Segment Start: DATA PROVIDED

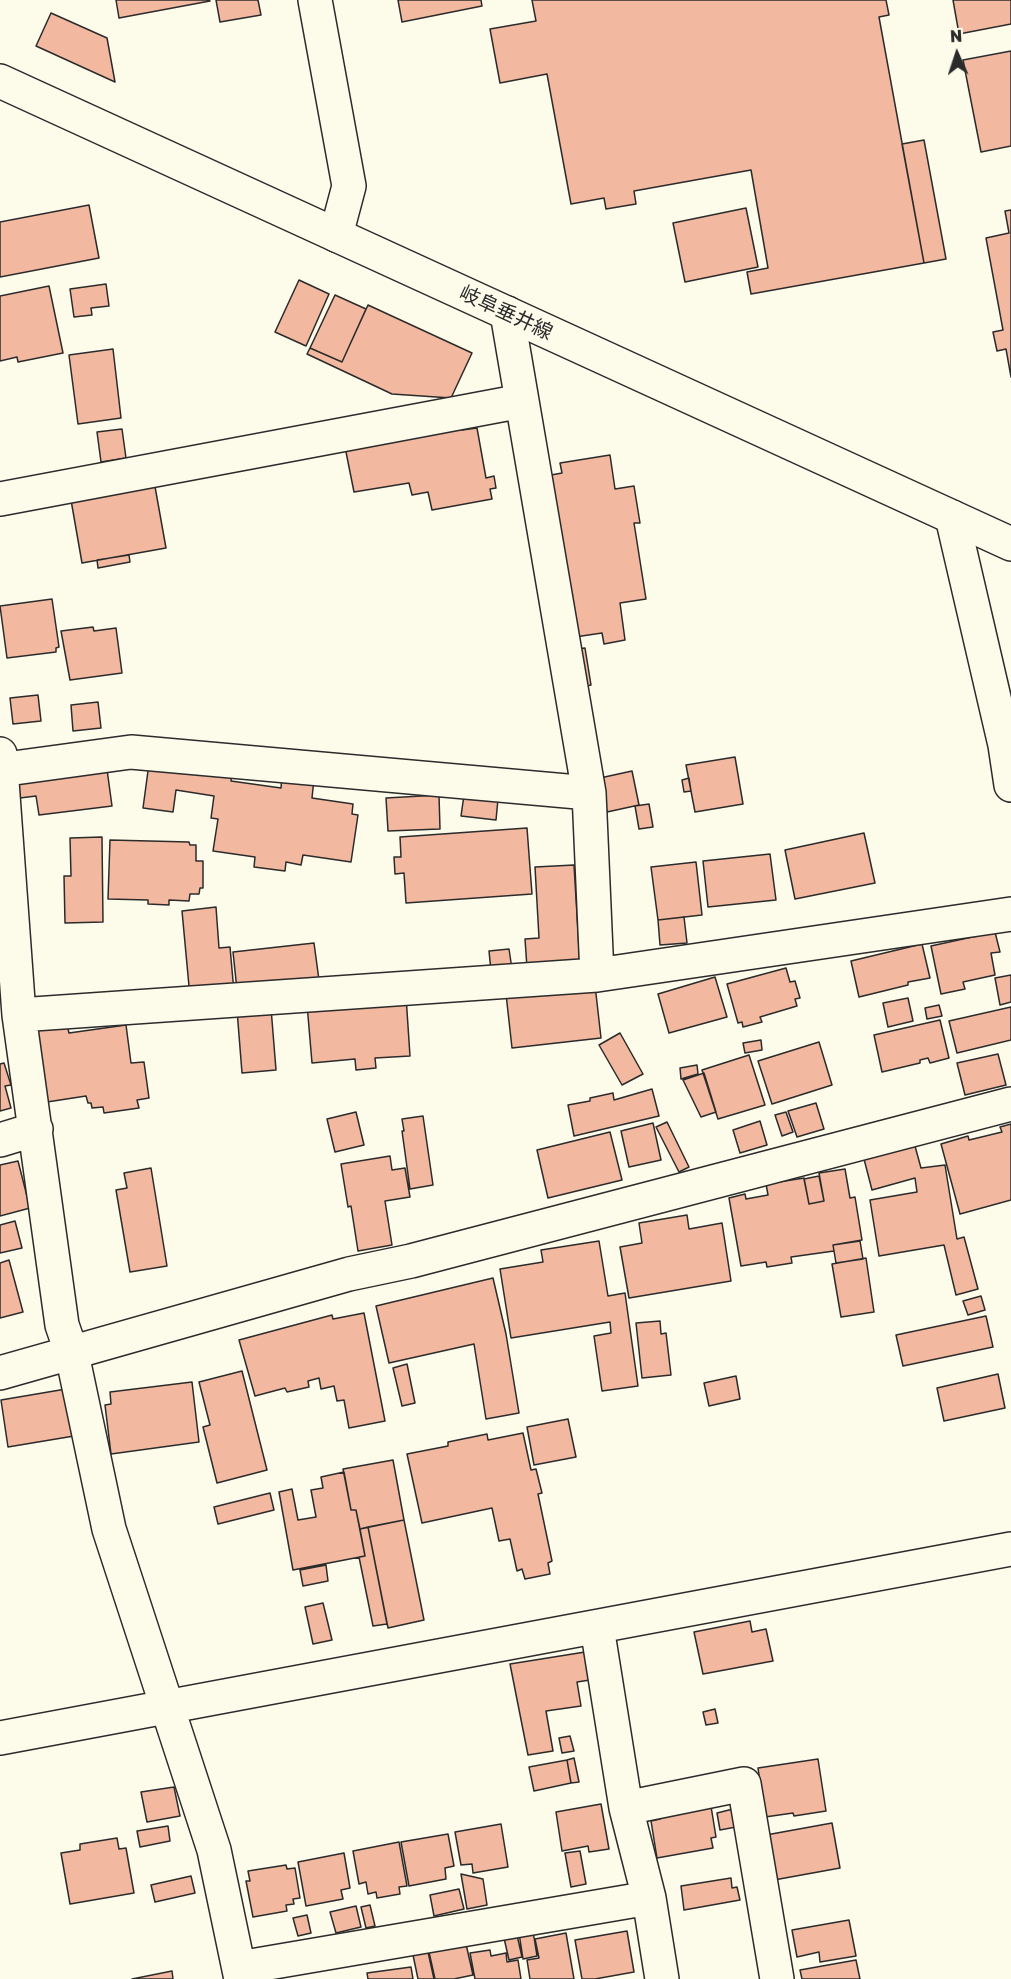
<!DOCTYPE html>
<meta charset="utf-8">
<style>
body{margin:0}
#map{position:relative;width:1011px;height:1979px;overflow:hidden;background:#fdfbea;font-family:"Golos Text",sans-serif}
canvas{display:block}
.north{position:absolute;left:927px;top:24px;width:60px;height:60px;-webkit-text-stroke:4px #fdfbea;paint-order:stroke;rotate:357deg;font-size:16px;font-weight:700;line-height:24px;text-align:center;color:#2b2b2b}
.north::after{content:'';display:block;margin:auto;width:21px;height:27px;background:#2b2b2b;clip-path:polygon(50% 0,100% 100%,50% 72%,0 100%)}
</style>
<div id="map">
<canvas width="1011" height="1979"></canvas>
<div class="north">N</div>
</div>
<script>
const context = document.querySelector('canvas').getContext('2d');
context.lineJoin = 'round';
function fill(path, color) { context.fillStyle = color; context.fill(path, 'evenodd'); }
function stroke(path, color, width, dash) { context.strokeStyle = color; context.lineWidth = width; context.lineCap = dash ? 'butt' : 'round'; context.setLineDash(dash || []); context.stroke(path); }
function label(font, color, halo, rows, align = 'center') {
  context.font = font + ' "Golos Text","Noto Sans JP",sans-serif'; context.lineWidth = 4.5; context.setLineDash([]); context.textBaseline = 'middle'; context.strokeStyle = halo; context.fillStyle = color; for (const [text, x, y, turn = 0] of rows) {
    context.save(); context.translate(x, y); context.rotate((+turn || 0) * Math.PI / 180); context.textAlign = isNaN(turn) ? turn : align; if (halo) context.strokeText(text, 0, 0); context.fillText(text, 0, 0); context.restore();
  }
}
const building = new Path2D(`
 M116 0H209L210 1 119 18Z
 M216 0H258L261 15 220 22Z
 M398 0H481L482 6 402 22Z
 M532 0H886L889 15 879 17 924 263 751 294 747 272 768 268 751 170 634 191 636 204 606 209 604 198 571 204 547 74 500 83 490 29 536 21Z
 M953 0H1011V24L959 34Z
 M51 13 107 38 115 82 36 46Z
 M1011 51V146L981 152 963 60Z
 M924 140 946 259 924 263 902 144Z
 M89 205 99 258 0 277V222Z
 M746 208 758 267 685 282 673 223Z
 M1011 210V377L1006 349 997 351 993 332 1003 330 986 238 1009 233 1005 211Z
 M299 280 329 294 306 346 275 332Z
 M106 284 109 306 91 308 92 315 74 317 70 289Z
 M49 286 63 353 18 362 17 357 0 361V296Z
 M335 295 366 309 342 362 310 348Z
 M368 305 472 353 451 398 392 394 307 354 310 348 342 362Z
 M113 349 121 418 78 424 69 355Z
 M462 425V430L477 428 486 478 494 476 496 488 490 489 492 499 432 510 428 492 412 495 409 483 354 492 345 447Z
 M122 429 126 458 101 462 97 432Z
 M610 455 615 489 634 486 640 523H634L646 599 620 603 625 640 604 644 602 633 575 637 551 475 562 473 560 463Z
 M154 481 166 548 82 563 71 500Z
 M129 555 130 562 98 568 97 560Z
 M52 599 59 647 56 648V652L7 658 0 606Z
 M93 627 94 631 116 628 122 673 70 680 61 631Z
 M585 648 591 685 582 687 576 649Z
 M38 695 41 721 13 724 10 698Z
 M98 702 101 728 73 731 71 705Z
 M150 756 233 767 231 781 281 788 282 775 314 779 312 798 353 804 352 814 358 815 351 862 303 855 301 865 286 862 285 871 254 867 255 857 213 851 218 819 211 818 214 796 176 790 173 812 143 808Z
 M735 757 743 804 695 812 686 765Z
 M106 762 112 806 39 815 36 796 20 798 17 774Z
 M632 771 639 805 607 812 600 778Z
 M689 778 691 791 684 792 682 780Z
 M439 795 440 829 388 831 386 798Z
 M464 795 498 799 496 820 461 816Z
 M649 804 653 827 639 829 635 806Z
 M527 828 532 894 406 903 404 873 395 874 394 857H401L400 837Z
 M864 833 875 883 795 899 785 850Z
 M102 837 103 922 65 923 64 876H71L70 838Z
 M110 840 189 842 190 845H196V861H203V888H200L199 894H190L189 901 169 900V905L148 904V900L108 899Z
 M770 854 776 900 708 907 703 861Z
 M696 862 702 915 658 920 651 867Z
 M574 865 580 965 527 968 525 939 539 938 535 867Z
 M216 907 219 948 230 947 234 992 190 997 182 911Z
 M684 917 687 943 660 945 658 920Z
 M995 932 1000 952 991 953 995 975 963 982 965 989 941 994 931 946Z
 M314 943 319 980 237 990 233 952Z
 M922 944 930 978 908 982V985L859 997 851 961Z
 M509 949 512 969 491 971 489 951Z
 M786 968 790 982 795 981 800 998 795 999 797 1006 760 1017 762 1022 743 1027 742 1022 738 1023 727 984Z
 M1011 975V1002L1000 1005 995 978Z
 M715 977 727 1017 669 1033 658 994Z
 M595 985 601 1038 512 1048 506 994Z
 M406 996 410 1056 375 1058 376 1068 356 1070 355 1059 312 1063 307 1004Z
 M908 998 913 1021 888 1027 883 1003Z
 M939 1005 942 1016 927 1019 925 1008Z
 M1011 1007V1040L957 1053 949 1021Z
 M271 1008 276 1070 242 1073 237 1010Z
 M940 1020 949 1058 930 1063 928 1058 920 1060V1063L882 1072 874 1035Z
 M67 1025 69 1033 126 1025 131 1063 144 1062 149 1098 137 1100 139 1108 104 1113 103 1107 92 1108 91 1103H88L86 1096 47 1102 37 1030Z
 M620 1033 643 1074 622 1085 599 1045Z
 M761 1040 762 1050 745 1053 743 1043Z
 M819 1042 832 1085 772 1104 758 1061Z
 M998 1054 1006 1085 965 1095 957 1063Z
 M749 1055 765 1105 718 1119 702 1070Z
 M4 1063 11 1085 5 1086 11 1108 0 1111V1064Z
 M697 1065 698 1074 681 1079 680 1068Z
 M704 1073 716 1112 701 1117 683 1080Z
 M652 1089 659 1116 574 1136 568 1105 590 1101V1098L613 1093 614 1100Z
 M816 1103 824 1129 797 1137 788 1111Z
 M356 1112 364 1145 335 1152 327 1119Z
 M786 1112 793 1132 782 1136 775 1115Z
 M423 1116 433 1185 410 1189 402 1131H404L402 1119Z
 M760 1121 767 1145 740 1153 733 1130Z
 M667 1122 689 1167 679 1172 656 1127Z
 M653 1123 661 1160 629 1167 621 1131Z
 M1011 1124V1200L960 1214 941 1144 968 1136 969 1140 1002 1132 1000 1127Z
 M610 1132 622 1180 548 1198 537 1150Z
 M915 1146 921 1168 945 1165 957 1239 964 1237 978 1289 956 1295 944 1245 879 1256 870 1200 917 1192 915 1178 872 1190 864 1159Z
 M390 1156 392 1170 405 1168 410 1197 385 1201 392 1245 358 1251 351 1206 348 1207 341 1164Z
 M18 1161 30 1208 0 1216V1165Z
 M151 1168 167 1266 130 1272 116 1190 127 1188 124 1173Z
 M845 1169 850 1198 855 1197 862 1240 833 1245 834 1251 791 1257 792 1263 767 1267 766 1262 741 1266 729 1198 745 1194 746 1199 768 1195 766 1184 804 1178 809 1204 824 1201 819 1173Z
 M819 1176 824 1201 809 1204 804 1179Z
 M687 1215 689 1229 722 1223 731 1281 629 1298 620 1247 642 1243 639 1223Z
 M15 1221 22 1248 0 1253V1225Z
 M599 1241 608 1296 625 1293 638 1386 602 1391 594 1336 611 1333 610 1322 511 1338 500 1269 543 1262 541 1250Z
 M860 1241 863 1259 836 1263 833 1245Z
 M866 1258 874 1312 841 1317 832 1264Z
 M9 1260 23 1312 0 1318V1263Z
 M493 1278 506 1334 519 1413 486 1419 474 1344 389 1363 376 1306Z
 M981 1296 985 1310 968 1315 963 1301Z
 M364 1313 385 1421 349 1428 344 1400 337 1401 334 1386 321 1389 319 1378 308 1381 309 1387 287 1392 285 1388 255 1396 239 1340 332 1315 333 1319Z
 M986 1316 993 1347 903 1366 896 1335Z
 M660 1321 661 1334 666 1333 671 1375 642 1378 636 1323Z
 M407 1364 415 1403 402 1406 393 1368Z
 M242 1371 267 1470 217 1483 203 1427 210 1425 199 1382Z
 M998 1374 1005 1408 944 1421 937 1388Z
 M736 1376 740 1399 709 1406 704 1383Z
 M192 1382 199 1442 111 1454 105 1405 111 1404 110 1392Z
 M66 1389 74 1436 8 1447 1 1400Z
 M568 1419 576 1457 534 1465 527 1427Z
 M523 1433 531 1470 536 1469 542 1493 538 1494 552 1561 548 1563 550 1574 525 1579 522 1569 517 1571 510 1539 499 1541 492 1508 422 1523 407 1454 448 1446V1442L487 1434 488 1440Z
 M393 1460 404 1520 360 1529 356 1510H351L343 1469Z
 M344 1472 351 1510H356L365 1556 293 1570 279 1492 292 1489 298 1520 316 1517 311 1490 323 1488 321 1477Z
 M270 1493 274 1510 218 1524 214 1507Z
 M404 1520 424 1620 388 1628 368 1527Z
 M368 1527 387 1624 373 1626 359 1557 365 1556 360 1529Z
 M326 1565 328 1581 303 1586 300 1570Z
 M323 1603 332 1640 313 1644 305 1607Z
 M750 1621 752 1632 766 1629 773 1661 703 1674 694 1632Z
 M585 1652 590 1680 577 1682 581 1706 546 1711 553 1751 528 1755 510 1664Z
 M715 1709 718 1723 706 1725 703 1712Z
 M570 1736 574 1751 562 1753 559 1738Z
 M574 1758 579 1782 571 1783 567 1760Z
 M818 1759 826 1811 794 1816 793 1813 765 1817 758 1768Z
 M567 1760 571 1783 534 1791 529 1767Z
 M174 1787 180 1816 147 1822 141 1792Z
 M710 1800 716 1837 711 1838 713 1848 657 1858 651 1821 660 1819 658 1809Z
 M601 1804 609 1849 589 1852 588 1846 562 1851 556 1812Z
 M733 1809 736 1827 720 1830 717 1813Z
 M832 1823 840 1868 774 1880 766 1835Z
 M501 1824 508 1867 473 1873 472 1864 461 1865 455 1832Z
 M168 1826 170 1841 140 1847 137 1831Z
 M448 1834 454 1866 445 1868 446 1879 409 1886 401 1842Z
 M117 1838 119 1849 126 1848 134 1893 70 1904 61 1853 80 1850V1844Z
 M399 1842 407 1886 399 1887 400 1894 377 1898 376 1892 368 1894 366 1882 359 1884 353 1851Z
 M580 1851 586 1884 571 1887 565 1853Z
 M344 1853 350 1888 341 1890 343 1899 306 1906 298 1862Z
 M286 1865 287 1869 295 1868 300 1898 293 1899 294 1904 286 1905 287 1911 253 1917 246 1881H250L248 1871Z
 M461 1874 483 1879 487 1905 467 1909Z
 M191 1876 195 1893 155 1902 151 1885Z
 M731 1878 732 1888 737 1887 740 1900 684 1910 681 1886Z
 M459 1889 464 1909 434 1916 430 1895Z
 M370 1905 375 1926 366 1928 361 1907Z
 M356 1906 361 1927 336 1933 330 1912Z
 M307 1915 311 1933 298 1936 293 1918Z
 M849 1920 856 1956 820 1962 819 1952 797 1957 792 1930Z
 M533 1931 537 1956 523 1959 519 1933Z
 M627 1931 634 1972 595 1979H582L575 1940Z
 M566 1933 574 1979H530L527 1960 539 1958 535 1939Z
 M517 1935 522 1957 509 1960 504 1938Z
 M466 1944 473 1975 454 1979H435L429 1952Z
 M490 1950 491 1956 506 1953 507 1962 518 1960 521 1979H475L470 1953Z
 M428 1952 434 1979H418L413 1955Z
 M856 1960 860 1979H802L800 1970Z
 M411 1967 413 1979H368L367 1973Z
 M172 1971 173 1979H132Z`);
fill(building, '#f2b8a0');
stroke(building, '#2b2b2b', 1.5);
const minor = new Path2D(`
 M315 0 349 186 336 235
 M507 313 589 793 597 975
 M0 499 522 401
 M952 517 1005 745 1011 785
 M0 754 19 1015 62 1325 72 1354 109 1529 214 1850 241 1979
 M0 770 131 752 589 793
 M19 1015 597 975 1011 914
 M0 1140 36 1129
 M0 1373 349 1274 411 1261 1011 1104
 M597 1627 626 1808 744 1784 777 1979
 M0 1738 1011 1549
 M649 1898 662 1979
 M239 1968 649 1898 626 1808`);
const major = new Path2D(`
 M0 81 1011 544`);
stroke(minor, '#2b2b2b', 36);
stroke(major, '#2b2b2b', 36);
stroke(minor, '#fdfbea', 33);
stroke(major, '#fdfbea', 33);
label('20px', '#2b2b2b', '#fdfbea', [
 ["岐阜垂井線",506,313,25]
]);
</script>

Segment End: DATA PROVIDED

## ACTIVITY
Lines in the data that include the word "halo" should all be copied.

## OUTPUT FOR THIS EXERCISE
function label(font, color, halo, rows, align = 'center') {
  context.font = font + ' "Golos Text","Noto Sans JP",sans-serif'; context.lineWidth = 4.5; context.setLineDash([]); context.textBaseline = 'middle'; context.strokeStyle = halo; context.fillStyle = color; for (const [text, x, y, turn = 0] of rows) {
    context.save(); context.translate(x, y); context.rotate((+turn || 0) * Math.PI / 180); context.textAlign = isNaN(turn) ? turn : align; if (halo) context.strokeText(text, 0, 0); context.fillText(text, 0, 0); context.restore();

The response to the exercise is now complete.